I see the above items as overwhelming reasons for Microsoft to be kicking off the PCA market with the MPCA. The only negative would be alienating their existing systems OEMs, which isn’t that much of a problem, since those OEMs have no viable alternative options to Microsoft’s virtual OS monopoly. Sign me up for an MPCA to use in my living room this Christmas.

Sued For Trademark Infringement
Okay, so we all figured it had to happen sooner or later. Microsoft would develop some product or technology, give it a name, and piss off some small company which claims it owns the rights to that name. Well, it’s finally happened, although in a rather unexpected way. Turns out that the estate of Malcolm X has recently filed a ten million dollar lawsuit against Microsoft for trademark infringement as a result of Microsoft’s recent announcement of Active X. It appears that the suit also includes Direct X.

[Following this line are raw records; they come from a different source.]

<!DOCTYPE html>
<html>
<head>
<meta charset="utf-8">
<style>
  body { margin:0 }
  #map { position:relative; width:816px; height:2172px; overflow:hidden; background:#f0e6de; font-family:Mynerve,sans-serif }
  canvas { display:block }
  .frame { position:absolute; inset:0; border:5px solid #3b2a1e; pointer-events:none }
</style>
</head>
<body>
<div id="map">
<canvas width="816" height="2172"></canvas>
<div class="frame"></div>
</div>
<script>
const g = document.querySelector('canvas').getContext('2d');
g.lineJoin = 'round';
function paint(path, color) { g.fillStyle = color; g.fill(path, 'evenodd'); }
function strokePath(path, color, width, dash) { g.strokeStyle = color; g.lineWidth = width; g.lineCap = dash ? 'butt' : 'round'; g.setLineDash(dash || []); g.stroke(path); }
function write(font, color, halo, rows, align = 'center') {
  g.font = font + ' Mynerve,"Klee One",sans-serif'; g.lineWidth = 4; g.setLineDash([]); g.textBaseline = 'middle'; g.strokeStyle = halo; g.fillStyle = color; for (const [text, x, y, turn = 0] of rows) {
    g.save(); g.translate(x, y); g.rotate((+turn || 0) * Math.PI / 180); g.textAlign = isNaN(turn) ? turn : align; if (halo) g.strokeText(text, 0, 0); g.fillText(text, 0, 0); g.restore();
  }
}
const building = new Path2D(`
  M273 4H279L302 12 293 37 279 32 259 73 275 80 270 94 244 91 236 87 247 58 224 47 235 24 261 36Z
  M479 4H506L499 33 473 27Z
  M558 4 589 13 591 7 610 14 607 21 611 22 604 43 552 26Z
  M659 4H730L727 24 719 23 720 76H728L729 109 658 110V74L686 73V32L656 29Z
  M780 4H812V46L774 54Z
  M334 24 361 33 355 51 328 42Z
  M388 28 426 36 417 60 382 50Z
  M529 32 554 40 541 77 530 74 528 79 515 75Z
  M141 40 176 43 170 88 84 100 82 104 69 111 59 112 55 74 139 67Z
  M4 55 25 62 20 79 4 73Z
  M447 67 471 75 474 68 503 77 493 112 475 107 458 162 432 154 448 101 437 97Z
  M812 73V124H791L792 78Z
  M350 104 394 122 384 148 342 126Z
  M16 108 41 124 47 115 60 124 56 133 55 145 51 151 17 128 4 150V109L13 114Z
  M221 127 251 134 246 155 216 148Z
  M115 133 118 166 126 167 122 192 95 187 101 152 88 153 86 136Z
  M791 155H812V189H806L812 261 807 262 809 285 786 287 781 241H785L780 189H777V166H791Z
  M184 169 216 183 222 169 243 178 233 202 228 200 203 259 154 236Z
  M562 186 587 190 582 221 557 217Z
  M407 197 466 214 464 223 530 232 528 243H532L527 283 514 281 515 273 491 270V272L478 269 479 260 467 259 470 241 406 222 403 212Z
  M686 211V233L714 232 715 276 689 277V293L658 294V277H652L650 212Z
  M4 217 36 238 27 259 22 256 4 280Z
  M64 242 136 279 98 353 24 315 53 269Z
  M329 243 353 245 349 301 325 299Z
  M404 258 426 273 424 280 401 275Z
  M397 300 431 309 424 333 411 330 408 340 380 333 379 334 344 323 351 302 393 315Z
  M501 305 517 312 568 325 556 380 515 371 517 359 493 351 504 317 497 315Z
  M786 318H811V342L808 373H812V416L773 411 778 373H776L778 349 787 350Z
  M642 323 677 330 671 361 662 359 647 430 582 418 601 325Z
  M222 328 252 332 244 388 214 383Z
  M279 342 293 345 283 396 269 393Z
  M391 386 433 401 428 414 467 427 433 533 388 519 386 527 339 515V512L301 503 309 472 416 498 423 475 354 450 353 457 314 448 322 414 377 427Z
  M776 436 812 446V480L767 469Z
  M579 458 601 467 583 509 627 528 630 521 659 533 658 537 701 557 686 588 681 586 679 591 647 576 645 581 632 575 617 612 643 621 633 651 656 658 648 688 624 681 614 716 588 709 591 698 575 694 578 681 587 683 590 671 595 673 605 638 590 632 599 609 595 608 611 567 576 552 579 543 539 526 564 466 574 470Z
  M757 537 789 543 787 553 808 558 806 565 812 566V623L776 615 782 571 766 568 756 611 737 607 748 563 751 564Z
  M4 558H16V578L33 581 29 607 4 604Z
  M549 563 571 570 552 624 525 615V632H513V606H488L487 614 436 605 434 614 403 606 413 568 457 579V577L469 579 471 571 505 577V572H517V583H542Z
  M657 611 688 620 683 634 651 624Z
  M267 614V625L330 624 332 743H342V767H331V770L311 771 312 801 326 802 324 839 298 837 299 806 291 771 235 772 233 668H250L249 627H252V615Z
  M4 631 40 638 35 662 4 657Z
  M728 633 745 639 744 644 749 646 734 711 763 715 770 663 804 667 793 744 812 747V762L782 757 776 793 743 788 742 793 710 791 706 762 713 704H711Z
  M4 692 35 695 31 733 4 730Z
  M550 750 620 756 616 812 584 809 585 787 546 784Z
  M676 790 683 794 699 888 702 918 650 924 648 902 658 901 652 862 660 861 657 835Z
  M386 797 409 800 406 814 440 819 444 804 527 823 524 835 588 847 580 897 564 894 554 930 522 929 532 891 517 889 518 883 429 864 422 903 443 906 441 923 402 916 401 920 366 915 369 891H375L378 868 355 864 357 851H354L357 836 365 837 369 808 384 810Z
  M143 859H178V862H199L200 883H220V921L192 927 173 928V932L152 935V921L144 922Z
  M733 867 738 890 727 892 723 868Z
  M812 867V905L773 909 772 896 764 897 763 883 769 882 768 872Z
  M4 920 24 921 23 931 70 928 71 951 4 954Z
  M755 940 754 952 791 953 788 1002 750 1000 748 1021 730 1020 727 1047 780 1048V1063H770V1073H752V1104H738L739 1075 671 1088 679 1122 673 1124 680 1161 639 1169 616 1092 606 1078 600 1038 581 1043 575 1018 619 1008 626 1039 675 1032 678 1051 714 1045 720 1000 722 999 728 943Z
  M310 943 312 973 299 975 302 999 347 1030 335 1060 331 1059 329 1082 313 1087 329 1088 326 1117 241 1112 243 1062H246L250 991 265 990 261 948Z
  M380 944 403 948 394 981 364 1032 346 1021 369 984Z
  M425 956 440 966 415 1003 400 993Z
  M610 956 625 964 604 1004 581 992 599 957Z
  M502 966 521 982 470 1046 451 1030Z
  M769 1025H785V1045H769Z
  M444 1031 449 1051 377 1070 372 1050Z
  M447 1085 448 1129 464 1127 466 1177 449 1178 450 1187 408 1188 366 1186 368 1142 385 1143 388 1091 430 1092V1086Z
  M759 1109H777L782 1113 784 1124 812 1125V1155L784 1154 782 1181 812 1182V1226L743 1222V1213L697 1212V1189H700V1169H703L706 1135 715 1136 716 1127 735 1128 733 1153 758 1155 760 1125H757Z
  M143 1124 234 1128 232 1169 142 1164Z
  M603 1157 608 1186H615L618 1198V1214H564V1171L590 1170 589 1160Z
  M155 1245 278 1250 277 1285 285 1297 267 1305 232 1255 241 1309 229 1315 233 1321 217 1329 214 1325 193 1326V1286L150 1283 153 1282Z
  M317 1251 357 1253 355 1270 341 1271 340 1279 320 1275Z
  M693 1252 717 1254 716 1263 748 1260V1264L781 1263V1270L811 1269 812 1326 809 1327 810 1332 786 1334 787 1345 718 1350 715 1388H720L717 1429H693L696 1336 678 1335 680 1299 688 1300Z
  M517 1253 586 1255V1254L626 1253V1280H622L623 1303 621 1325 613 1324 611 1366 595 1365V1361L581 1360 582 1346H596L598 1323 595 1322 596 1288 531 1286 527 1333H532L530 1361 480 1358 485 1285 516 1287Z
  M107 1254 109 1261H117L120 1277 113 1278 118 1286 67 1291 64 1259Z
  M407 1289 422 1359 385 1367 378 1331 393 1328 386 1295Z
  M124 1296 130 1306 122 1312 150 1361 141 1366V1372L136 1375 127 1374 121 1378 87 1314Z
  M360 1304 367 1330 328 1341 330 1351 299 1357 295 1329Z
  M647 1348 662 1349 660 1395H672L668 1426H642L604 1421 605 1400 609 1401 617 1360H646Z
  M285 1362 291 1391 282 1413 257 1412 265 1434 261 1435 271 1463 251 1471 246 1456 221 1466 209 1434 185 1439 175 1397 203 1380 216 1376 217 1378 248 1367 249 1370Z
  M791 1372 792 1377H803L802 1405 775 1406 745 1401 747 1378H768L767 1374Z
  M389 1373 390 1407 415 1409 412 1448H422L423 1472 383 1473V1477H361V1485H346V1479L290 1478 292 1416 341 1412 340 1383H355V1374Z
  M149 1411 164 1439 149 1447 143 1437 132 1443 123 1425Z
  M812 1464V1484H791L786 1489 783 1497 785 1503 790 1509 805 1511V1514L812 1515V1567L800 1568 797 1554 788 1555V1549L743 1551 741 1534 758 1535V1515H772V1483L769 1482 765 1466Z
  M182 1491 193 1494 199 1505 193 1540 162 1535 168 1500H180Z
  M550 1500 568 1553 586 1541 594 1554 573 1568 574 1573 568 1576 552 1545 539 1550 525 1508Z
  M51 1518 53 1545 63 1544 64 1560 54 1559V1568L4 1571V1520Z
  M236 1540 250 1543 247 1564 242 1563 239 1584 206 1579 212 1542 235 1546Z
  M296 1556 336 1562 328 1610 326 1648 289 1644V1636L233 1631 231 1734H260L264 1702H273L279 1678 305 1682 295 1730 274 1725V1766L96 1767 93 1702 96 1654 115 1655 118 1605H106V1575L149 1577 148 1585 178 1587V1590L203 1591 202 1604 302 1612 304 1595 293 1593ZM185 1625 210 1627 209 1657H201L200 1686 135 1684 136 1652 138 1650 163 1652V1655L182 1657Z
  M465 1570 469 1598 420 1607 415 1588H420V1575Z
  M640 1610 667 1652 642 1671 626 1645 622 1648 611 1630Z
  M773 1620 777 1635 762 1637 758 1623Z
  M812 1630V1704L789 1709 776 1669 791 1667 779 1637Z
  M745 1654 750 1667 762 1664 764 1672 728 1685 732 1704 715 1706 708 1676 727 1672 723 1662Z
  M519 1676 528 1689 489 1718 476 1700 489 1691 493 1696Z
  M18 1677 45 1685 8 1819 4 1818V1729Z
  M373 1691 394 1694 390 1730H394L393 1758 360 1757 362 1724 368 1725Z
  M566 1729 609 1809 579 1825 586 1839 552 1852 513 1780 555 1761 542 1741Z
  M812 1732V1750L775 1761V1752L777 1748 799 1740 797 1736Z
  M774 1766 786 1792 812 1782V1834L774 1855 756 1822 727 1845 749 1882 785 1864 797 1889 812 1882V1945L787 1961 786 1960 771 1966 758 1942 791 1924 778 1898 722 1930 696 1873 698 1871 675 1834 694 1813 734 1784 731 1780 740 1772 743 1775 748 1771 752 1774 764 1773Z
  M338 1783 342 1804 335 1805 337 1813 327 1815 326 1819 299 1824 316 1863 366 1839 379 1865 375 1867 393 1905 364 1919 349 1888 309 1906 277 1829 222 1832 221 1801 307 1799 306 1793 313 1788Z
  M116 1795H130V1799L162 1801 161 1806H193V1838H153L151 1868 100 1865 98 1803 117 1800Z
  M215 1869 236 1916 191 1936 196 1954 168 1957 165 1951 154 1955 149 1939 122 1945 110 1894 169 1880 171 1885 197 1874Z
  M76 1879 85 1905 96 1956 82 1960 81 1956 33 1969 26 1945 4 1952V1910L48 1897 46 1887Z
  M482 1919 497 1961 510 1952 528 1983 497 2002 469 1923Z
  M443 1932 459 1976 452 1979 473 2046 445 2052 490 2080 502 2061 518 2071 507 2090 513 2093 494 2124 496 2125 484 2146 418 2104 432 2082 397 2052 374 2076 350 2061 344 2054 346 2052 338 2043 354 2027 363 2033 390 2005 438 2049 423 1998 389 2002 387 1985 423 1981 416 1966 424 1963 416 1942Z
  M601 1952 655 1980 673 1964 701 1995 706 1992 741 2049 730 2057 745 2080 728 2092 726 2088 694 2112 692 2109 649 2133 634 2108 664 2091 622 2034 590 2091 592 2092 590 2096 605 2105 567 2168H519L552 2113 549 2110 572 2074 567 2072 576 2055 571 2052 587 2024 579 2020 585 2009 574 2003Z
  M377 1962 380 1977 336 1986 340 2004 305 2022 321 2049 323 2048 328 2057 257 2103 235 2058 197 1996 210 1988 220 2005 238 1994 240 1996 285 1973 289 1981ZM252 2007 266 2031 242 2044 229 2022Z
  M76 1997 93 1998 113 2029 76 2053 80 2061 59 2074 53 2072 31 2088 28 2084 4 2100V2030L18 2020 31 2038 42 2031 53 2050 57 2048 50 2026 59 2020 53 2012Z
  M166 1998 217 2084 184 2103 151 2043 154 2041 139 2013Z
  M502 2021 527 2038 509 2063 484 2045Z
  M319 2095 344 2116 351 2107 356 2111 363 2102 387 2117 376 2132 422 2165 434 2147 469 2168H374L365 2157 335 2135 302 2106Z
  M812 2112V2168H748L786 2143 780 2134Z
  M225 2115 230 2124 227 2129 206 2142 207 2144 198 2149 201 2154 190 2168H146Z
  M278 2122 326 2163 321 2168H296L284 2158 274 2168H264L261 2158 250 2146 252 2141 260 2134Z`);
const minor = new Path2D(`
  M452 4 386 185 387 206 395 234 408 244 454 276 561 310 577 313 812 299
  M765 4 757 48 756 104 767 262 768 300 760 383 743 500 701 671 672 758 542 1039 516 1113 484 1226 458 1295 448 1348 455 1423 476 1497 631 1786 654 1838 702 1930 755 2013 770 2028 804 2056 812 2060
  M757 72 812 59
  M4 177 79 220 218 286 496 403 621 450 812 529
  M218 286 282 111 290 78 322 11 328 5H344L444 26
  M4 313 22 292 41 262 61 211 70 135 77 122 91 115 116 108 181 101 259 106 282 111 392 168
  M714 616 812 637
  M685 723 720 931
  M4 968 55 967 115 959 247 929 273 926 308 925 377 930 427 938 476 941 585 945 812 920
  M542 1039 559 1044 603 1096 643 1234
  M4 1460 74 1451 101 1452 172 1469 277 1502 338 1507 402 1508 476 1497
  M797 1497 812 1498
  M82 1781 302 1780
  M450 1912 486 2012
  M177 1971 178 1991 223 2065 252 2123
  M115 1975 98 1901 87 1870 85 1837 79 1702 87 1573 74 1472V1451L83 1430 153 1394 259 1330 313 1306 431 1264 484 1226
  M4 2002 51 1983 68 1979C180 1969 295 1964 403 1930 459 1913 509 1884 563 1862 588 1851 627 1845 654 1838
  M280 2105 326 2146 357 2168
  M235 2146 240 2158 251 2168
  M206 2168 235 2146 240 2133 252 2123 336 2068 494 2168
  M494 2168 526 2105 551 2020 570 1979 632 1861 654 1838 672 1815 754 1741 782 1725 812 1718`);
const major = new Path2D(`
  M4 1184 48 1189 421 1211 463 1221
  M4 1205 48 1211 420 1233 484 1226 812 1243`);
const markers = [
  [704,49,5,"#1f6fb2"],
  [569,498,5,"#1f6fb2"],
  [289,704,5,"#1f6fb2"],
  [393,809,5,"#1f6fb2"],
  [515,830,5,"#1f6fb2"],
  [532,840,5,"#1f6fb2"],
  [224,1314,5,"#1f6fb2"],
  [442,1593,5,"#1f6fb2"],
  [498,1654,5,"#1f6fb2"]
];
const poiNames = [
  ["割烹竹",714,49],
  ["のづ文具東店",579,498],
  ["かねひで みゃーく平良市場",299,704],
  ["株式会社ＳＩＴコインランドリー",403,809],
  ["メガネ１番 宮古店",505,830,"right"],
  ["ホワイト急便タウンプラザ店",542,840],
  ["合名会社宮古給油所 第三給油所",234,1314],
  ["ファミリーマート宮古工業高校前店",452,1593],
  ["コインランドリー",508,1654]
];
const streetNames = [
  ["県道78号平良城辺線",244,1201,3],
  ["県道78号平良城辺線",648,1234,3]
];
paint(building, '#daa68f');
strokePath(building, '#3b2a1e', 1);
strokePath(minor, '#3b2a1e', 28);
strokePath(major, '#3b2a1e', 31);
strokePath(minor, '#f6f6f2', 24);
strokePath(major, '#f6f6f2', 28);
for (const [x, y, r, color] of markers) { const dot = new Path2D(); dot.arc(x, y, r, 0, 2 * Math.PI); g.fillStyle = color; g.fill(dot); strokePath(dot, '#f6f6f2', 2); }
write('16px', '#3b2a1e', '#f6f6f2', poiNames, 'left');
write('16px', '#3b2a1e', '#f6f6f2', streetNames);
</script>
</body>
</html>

The estate of Malcolm X claims that the use of the trailing “X” in Microsoft’s new technology naming conventions diminishes the value and heritage inherent in the name and memory of Malcolm X, and in addition to the $10 million, has asked the court to require Microsoft to include a multimedia tribute to Malcolm X with each copy of Windows 95 they ship.

As one might expect, Microsoft officials claim the suit has no merit.

Conclusion
WinHEC will be interesting this year, and I hope a little less commercial than in previous years. Keep an eye out for the real meaning behind various announcements made at the conference.

Also, while the MPCA concept is no joke, the Malcolm X item is. April Fools! Although, I wonder why Microsoft would start WinHEC on April 1st. Some twisted mind set that up, to be sure.